Stored items
* * * *

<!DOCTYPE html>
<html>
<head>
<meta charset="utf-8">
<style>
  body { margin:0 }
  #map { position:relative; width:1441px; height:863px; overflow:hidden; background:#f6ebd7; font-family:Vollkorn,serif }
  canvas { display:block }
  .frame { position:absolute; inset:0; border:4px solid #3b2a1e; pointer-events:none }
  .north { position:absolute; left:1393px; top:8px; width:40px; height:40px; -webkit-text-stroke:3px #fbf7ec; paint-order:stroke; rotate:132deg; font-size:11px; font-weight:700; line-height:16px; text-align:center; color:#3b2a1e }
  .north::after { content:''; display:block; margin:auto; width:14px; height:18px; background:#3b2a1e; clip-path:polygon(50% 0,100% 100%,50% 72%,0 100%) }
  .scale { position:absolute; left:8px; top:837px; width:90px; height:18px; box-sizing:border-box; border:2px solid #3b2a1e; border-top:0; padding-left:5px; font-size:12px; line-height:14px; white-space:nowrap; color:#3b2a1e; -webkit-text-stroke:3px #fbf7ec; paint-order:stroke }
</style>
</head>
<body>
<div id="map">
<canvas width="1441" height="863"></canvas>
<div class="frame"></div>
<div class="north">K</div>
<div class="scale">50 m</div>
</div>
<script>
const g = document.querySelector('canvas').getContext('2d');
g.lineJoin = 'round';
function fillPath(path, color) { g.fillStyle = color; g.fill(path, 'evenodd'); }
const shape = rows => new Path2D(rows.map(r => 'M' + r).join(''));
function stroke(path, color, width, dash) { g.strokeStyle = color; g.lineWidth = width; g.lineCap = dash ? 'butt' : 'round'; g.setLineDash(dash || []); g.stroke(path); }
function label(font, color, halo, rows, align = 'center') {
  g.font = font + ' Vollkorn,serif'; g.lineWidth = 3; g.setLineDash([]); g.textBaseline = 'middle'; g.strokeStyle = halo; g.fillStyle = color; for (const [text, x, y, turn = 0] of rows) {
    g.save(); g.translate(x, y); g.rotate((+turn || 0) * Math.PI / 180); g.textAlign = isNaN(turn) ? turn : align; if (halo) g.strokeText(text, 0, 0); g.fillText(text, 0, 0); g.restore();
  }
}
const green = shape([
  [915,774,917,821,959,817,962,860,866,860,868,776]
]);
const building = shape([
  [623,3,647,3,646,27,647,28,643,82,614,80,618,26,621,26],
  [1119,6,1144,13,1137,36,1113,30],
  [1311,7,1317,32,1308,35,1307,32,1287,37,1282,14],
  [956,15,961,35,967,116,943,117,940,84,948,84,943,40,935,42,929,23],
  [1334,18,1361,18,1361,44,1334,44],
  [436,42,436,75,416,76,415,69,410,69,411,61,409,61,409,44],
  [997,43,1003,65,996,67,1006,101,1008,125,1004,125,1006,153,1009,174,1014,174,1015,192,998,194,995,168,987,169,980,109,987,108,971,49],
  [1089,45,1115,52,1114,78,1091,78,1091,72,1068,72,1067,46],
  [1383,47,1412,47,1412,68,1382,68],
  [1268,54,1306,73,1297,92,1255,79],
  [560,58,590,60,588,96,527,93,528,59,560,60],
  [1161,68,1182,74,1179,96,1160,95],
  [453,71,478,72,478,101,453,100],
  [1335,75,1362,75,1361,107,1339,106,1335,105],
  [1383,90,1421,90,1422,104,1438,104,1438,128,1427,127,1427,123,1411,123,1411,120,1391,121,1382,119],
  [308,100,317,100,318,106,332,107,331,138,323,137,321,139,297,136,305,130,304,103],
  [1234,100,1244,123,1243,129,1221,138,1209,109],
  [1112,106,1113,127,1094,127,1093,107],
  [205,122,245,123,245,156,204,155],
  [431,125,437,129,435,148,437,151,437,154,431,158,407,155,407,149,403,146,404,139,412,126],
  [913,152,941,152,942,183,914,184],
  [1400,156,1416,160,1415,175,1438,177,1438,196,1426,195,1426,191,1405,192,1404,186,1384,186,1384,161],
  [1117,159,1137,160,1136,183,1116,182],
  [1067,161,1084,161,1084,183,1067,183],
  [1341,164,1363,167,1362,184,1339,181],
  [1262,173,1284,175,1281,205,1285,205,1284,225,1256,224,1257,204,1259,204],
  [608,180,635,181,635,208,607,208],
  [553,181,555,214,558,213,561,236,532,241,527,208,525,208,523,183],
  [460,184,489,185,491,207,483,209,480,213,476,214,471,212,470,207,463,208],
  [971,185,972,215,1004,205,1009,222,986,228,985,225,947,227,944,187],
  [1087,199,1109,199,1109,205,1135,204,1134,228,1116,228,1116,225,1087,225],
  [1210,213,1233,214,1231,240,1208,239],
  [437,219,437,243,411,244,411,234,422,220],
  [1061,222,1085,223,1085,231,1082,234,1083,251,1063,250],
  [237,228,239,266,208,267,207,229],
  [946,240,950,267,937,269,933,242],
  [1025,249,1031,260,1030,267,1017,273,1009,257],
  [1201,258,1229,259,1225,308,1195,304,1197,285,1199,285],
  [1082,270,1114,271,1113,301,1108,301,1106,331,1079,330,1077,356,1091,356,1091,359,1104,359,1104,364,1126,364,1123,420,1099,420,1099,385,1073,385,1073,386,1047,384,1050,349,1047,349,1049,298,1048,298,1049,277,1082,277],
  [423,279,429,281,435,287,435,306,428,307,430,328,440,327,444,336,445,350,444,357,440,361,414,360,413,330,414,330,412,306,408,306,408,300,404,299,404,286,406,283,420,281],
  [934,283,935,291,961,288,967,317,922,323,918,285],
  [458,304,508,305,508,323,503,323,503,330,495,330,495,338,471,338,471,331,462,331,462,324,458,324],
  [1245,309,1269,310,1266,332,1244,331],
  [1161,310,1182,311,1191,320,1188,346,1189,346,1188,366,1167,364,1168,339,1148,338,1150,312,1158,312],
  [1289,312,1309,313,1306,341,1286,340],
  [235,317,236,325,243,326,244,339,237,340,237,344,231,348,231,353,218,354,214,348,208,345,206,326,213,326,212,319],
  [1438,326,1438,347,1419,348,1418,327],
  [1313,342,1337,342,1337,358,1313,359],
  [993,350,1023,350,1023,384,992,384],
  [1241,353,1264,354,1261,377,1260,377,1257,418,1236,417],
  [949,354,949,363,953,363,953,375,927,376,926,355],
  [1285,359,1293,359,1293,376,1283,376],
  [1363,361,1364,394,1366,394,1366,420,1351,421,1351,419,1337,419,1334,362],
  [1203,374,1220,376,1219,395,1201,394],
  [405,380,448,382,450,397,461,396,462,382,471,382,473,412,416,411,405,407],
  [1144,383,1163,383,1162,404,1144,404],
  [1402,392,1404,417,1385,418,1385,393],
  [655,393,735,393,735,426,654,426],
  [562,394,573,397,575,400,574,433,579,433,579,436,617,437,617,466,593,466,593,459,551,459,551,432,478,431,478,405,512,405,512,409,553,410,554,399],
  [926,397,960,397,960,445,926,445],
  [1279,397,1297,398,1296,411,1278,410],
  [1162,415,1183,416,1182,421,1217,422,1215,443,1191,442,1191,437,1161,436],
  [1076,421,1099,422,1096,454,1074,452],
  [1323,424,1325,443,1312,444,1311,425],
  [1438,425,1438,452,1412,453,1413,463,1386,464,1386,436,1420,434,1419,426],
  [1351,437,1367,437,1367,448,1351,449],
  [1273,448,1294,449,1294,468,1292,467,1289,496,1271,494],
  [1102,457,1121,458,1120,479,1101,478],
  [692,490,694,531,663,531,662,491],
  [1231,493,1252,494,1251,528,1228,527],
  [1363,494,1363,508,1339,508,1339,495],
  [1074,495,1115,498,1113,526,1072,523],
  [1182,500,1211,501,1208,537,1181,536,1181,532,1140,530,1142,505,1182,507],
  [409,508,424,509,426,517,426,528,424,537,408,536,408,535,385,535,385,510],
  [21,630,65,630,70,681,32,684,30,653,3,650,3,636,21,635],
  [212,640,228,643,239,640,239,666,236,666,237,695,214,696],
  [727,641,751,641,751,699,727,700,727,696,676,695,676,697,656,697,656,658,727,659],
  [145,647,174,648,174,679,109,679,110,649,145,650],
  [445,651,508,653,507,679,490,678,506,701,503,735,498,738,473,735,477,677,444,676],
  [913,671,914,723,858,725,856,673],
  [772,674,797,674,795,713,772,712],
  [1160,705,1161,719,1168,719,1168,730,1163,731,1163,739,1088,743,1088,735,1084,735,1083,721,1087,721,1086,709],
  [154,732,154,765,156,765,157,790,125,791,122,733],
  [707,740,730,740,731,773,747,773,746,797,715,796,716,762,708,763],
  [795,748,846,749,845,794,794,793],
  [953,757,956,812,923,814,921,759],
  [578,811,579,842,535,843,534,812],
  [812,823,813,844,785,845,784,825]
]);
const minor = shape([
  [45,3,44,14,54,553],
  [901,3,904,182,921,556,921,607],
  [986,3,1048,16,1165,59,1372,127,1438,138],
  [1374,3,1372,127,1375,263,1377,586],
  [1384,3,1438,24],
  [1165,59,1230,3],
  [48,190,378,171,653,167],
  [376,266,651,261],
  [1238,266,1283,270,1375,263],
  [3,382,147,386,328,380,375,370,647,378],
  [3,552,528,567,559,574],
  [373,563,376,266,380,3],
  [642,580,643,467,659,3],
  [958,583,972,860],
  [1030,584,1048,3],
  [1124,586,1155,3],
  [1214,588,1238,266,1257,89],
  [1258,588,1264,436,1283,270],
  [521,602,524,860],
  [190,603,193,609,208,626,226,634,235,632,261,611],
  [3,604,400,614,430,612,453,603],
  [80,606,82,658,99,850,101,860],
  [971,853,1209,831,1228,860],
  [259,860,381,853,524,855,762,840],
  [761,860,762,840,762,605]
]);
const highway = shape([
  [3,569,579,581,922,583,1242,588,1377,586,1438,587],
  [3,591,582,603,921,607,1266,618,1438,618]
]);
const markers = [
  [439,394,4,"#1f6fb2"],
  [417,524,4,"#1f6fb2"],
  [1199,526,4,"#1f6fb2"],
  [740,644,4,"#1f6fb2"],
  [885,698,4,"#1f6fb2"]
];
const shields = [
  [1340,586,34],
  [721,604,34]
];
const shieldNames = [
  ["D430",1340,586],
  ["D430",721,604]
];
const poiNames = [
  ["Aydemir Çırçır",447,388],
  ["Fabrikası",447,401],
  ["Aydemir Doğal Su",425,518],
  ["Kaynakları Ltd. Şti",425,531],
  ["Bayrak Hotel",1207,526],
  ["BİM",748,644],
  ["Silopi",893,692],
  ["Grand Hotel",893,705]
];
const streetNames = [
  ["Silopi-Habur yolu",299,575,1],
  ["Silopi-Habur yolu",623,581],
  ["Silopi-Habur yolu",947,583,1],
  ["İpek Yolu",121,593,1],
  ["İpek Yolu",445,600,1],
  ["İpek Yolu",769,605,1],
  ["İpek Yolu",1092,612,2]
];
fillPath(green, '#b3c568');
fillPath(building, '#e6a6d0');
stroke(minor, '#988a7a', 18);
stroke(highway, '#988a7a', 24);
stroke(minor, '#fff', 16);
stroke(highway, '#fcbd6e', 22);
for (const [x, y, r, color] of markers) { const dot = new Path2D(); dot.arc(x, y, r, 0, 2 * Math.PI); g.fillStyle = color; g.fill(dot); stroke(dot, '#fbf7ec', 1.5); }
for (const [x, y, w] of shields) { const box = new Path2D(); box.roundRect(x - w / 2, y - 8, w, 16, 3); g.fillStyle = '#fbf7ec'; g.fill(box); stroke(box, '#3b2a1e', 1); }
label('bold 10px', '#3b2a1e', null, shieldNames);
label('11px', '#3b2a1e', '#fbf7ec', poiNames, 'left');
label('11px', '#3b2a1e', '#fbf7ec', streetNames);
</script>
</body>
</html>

* * * *

Work task: Each line that contains the string "lineWidth" counts once; report how many such lines the entries have, giving only the number.

Solution to this exercise: 2